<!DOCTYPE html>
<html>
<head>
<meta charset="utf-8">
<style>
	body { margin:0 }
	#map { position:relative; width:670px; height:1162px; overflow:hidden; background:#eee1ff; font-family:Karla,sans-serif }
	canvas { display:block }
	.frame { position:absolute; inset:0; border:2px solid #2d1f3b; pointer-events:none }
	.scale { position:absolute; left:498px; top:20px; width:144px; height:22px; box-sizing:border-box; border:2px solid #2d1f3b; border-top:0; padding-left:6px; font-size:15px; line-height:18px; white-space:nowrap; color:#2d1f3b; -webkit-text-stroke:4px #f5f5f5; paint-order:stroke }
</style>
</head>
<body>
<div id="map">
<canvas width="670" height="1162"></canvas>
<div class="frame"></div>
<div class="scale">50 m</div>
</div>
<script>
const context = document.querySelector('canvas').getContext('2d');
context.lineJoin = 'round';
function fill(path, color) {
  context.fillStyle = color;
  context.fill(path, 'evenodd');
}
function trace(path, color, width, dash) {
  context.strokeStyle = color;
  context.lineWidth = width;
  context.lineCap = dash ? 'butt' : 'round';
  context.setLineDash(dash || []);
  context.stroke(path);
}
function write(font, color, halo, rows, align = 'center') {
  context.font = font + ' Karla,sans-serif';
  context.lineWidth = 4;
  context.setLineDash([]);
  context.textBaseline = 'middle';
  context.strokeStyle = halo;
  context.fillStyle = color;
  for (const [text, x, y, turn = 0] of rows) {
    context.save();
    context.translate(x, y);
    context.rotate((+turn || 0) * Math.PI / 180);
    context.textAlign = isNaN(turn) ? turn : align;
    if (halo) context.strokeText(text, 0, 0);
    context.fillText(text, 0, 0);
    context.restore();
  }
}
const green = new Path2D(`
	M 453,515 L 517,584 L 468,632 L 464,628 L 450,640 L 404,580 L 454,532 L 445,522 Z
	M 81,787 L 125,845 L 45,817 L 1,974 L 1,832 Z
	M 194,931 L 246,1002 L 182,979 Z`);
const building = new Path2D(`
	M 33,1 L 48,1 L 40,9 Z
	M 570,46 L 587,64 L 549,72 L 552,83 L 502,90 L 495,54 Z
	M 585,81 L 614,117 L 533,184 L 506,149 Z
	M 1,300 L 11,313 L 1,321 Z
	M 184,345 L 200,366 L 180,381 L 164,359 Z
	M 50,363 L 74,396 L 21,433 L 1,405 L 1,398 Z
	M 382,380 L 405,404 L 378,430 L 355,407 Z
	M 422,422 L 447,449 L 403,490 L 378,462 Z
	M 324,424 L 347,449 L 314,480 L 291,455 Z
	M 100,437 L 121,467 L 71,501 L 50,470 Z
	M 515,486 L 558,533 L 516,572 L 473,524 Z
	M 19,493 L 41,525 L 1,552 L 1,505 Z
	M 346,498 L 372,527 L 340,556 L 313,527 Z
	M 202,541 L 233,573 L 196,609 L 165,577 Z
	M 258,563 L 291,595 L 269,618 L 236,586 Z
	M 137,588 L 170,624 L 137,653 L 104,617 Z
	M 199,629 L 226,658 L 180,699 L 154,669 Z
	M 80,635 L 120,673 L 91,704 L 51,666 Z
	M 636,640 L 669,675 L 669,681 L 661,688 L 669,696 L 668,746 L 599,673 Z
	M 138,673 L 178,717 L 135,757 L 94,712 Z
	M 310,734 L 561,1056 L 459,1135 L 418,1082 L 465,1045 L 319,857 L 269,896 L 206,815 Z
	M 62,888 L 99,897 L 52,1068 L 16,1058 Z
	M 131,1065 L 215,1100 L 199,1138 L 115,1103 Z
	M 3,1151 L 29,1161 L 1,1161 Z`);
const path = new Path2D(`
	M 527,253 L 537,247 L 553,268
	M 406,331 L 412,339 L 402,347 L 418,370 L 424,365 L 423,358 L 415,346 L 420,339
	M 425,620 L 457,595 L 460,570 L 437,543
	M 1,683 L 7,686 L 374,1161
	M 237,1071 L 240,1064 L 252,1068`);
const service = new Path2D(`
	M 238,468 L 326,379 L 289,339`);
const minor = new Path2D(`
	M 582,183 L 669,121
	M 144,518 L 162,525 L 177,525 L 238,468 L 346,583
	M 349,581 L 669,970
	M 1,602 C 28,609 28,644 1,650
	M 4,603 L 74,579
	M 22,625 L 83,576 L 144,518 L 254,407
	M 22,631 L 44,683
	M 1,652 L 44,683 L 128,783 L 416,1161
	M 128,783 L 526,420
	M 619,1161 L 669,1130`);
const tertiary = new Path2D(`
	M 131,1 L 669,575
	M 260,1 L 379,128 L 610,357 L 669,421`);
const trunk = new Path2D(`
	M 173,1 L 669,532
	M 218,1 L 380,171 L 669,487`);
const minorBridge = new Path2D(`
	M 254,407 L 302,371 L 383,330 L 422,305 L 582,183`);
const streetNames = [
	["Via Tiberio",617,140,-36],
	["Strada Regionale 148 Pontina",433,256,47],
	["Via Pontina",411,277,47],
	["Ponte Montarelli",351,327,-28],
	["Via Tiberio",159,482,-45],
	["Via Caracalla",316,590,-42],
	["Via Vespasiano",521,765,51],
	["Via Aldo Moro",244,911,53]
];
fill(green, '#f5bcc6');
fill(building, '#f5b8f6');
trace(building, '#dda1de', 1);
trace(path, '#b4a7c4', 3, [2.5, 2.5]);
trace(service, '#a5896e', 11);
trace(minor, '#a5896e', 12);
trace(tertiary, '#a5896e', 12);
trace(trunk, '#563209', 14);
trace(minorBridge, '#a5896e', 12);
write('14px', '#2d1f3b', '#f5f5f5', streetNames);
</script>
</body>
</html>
------------------------------
# REQUIRED ACTION:
Return all lines of the material above in which "align" occurs.

# WRITTEN ANSWER:
function write(font, color, halo, rows, align = 'center') {
    context.textAlign = isNaN(turn) ? turn : align;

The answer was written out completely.